On the 2014 side, the last of five items—"Give AT&T a break … or not," is being written out.
In addition to addressing pain points, the other items on the list are: "4G LTE—go faster, go LOUD," which is likely a reference to the HD Voice technology it has begun to roll out; "unshackle the family from those other guys;" and "make waves at CES 2014."
T-Mobile will clearly begin crossing items off its list at the Jan. 8 press event it has planned at the Consumer Electronics Show (CES) in Las Vegas. The magenta invitation features a giant 4.0, signaling the fourth phase of T-Mobile's "un-carrier" strategy, and says only, "This one you aren't gonna believe."
Several sources have reported that the next "pain point" T-Mobile plans to address is early termination fees (ETFs).
Code-named Houdini, it's said the plan is to unshackle subscribers—ideally whole families—from the contracts of T-Mobile's competitors.
On T-Mo News Dec. 20, Cam Bunton posted an anonymous note he'd received from a tipster, who told him: "[Houdini] will give switchers up to $350 in credit when they switch to TMO. … Emphasis will be on families switching up to 5 lines regardless of contract end dates. …
"New customers will receive instant credit when they trade in a smartphone, then get a credit for the ETF charged by their old carrier when they submit the final bill to TMO."
Jefferies analyst Mike McCormack told investors in a research note a few days later that such a plan would put serious pressure on industry margins.
"We believe that T-Mobile could be opening a Pandora's box, leading to intensified competition from larger peers that have better scale and higher profitability," McCormack wrote, according to a Dec. 27 report from Investors Business Daily.
Also commenting on the rumor, Moffett Nathanson analyst Craig Moffet wrote that whether T-Mobile is really planning to buy out ETFs remains to be seen.

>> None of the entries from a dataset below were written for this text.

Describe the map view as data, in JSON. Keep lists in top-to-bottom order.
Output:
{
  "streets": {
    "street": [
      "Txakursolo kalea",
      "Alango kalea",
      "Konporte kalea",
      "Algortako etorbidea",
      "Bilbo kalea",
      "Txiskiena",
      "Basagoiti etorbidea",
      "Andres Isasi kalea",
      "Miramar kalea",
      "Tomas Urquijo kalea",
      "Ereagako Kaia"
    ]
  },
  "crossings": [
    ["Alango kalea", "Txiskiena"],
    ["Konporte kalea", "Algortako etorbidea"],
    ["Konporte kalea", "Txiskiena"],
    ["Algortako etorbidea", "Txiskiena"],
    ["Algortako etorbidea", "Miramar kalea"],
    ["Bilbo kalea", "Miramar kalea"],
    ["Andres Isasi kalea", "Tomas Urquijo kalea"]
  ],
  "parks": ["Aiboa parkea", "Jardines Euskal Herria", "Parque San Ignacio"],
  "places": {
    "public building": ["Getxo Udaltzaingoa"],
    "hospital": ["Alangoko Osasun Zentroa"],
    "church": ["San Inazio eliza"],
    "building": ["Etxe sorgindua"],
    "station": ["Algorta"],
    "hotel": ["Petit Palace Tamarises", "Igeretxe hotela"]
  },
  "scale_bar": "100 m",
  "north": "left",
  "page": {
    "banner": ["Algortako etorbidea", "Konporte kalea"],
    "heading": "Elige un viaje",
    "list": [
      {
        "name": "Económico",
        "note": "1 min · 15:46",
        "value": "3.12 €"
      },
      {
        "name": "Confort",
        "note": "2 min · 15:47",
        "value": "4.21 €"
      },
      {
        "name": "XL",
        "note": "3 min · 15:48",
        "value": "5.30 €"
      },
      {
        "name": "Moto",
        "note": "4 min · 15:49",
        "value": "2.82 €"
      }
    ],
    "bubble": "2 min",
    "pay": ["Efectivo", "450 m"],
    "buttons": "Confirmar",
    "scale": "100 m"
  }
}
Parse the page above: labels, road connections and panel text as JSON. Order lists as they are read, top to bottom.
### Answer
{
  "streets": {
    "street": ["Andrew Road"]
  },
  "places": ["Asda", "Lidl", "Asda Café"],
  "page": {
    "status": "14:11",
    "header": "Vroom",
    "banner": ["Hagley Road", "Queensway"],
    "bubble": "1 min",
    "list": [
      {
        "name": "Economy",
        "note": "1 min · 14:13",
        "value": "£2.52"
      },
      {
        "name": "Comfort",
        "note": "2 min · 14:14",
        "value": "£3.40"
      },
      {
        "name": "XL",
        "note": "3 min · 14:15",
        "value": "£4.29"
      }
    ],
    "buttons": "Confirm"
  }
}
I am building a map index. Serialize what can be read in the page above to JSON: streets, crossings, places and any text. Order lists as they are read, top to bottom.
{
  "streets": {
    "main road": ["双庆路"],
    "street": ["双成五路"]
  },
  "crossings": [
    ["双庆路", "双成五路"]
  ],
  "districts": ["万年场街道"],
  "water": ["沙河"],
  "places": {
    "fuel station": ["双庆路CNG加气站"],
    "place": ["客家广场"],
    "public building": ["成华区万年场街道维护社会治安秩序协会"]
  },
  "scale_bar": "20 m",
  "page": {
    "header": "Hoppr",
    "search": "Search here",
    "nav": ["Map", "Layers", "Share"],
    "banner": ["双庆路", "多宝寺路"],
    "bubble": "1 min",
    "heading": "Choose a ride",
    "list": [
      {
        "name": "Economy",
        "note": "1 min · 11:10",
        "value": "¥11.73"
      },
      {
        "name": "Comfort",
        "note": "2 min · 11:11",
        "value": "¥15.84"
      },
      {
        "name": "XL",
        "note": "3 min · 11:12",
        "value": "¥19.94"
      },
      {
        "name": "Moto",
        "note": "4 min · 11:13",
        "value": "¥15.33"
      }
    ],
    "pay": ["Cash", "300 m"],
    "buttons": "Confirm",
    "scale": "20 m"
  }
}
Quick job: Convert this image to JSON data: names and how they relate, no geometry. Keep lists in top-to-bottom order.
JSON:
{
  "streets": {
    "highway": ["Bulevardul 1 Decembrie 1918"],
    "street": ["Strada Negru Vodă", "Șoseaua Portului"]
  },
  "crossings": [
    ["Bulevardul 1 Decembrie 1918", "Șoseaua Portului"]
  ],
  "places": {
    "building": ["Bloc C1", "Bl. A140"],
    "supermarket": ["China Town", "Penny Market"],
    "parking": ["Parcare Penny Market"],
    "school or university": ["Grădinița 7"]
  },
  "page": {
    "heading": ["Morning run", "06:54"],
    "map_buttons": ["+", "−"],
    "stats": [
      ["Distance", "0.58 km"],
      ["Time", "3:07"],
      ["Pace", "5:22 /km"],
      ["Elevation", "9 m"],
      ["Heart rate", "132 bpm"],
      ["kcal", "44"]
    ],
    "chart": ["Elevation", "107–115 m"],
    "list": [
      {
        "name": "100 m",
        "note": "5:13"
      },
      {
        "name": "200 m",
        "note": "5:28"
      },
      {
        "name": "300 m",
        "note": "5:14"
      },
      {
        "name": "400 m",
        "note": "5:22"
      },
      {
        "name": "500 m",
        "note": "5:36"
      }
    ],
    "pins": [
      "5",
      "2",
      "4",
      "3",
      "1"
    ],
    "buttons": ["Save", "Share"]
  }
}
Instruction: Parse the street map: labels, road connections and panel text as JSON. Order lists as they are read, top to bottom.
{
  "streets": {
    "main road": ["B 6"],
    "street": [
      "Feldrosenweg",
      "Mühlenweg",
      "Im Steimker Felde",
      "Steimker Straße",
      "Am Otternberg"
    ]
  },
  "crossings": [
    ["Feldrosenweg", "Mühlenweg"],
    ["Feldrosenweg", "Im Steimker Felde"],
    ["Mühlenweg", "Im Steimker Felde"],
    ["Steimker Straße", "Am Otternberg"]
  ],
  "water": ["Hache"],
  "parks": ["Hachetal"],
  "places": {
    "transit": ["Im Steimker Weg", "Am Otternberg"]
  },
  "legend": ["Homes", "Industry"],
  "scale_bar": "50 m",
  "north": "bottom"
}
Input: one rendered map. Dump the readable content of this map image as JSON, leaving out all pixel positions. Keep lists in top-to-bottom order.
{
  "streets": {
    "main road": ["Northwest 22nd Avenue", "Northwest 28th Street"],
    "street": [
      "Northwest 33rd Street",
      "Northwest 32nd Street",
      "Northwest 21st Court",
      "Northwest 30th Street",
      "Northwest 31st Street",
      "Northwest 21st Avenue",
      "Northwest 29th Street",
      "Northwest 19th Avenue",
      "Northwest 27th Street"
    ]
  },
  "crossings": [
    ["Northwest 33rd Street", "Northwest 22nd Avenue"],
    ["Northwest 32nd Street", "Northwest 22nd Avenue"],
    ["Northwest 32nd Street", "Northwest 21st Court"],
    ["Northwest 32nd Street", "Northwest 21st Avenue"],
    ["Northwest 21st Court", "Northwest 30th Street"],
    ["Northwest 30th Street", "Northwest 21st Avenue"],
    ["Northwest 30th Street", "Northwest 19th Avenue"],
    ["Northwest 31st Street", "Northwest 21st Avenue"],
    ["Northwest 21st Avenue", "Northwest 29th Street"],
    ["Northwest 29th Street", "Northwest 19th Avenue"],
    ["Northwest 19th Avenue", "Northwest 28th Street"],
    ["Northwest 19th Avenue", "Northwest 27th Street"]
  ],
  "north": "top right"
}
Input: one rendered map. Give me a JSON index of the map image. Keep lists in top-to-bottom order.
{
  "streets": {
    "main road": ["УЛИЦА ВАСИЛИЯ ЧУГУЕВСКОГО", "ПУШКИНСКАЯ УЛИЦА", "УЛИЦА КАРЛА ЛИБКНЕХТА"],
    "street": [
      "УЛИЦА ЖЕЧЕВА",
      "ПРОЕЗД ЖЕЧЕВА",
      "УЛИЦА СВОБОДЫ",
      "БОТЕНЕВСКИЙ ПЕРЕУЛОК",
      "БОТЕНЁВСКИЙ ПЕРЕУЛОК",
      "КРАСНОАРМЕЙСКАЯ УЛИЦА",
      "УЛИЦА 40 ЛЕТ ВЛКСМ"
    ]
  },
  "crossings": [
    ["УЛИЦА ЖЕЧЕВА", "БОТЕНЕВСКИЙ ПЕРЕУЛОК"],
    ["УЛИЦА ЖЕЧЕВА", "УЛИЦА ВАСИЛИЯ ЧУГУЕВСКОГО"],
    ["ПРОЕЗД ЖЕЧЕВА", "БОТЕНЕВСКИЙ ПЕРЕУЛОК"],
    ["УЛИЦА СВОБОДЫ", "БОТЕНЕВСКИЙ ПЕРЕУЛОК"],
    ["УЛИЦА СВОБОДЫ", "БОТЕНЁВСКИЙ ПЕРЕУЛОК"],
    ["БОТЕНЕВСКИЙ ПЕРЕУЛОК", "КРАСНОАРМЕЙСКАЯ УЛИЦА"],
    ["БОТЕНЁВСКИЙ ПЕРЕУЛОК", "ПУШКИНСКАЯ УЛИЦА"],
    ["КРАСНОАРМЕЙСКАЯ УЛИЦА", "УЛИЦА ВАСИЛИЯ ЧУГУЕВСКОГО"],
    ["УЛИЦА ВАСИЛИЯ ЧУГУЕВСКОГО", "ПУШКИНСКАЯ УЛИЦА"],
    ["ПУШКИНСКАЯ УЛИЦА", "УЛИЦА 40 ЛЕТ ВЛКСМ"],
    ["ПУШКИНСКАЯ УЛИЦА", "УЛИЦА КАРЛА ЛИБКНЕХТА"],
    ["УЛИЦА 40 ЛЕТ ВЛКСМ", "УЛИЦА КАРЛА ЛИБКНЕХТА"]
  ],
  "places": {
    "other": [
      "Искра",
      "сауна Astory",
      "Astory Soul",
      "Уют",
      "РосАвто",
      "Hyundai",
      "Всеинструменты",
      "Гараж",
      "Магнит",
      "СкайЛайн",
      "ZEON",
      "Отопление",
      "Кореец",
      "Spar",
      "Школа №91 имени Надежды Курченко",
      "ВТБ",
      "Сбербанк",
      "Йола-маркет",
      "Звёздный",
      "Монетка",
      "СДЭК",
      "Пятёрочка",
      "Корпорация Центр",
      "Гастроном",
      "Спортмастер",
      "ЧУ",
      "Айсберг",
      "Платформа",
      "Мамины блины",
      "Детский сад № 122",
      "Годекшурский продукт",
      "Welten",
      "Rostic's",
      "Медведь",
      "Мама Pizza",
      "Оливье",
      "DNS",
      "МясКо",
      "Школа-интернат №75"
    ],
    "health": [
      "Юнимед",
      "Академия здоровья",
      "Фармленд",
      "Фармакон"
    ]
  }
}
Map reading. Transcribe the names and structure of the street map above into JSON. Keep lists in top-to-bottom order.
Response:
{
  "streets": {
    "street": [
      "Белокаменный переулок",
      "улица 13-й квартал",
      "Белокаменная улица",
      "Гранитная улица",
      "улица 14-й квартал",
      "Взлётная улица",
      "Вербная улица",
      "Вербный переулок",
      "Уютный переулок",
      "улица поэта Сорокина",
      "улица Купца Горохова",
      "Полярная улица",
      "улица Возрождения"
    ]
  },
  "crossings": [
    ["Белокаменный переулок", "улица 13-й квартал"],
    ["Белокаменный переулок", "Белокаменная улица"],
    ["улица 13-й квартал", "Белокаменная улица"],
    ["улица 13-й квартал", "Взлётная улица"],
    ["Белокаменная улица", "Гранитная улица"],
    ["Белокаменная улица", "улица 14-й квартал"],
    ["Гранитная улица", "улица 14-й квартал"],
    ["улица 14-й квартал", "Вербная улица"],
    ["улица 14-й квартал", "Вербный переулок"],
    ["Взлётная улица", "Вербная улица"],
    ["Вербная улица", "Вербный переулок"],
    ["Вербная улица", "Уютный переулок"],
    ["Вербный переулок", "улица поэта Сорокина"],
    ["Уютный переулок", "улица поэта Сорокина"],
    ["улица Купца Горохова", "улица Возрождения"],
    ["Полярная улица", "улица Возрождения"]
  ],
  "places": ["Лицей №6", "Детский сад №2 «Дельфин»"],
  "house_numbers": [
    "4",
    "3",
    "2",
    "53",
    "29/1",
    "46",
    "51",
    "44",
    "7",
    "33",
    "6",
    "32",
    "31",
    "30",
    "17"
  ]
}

"If they are, AT&T in particular will face higher churn (a plan to buy out ETFs would be most appealing to families with compatible devices, which in T-Mobile's case means GSM-network-based AT&T), but all carriers would suffer in response and would potentially need to respond, triggering lower ARPU (average monthly revenue per user) and lower margins for everyone," wrote Moffett.
Forcing the Industry to Follow
In 2013, as its completed resolution list makes clear, T-Mobile did plenty to shake up the industry—and force its peers to change along with it.
After T-Mobile did away with two-year contracts, separated data plans from device pricing and offered monthly device financing, AT&T, Verizon Wireless and Sprint each offered monthly device financing, as well. And after T-Mobile made it possible to upgrade a device more frequently than the industry standard of every two years, the three leading carriers each offered their own version of the offer.
Legere, in his Tweet, made clear he's ready to keep barreling forward. "Let the transformation begin!" he wrote.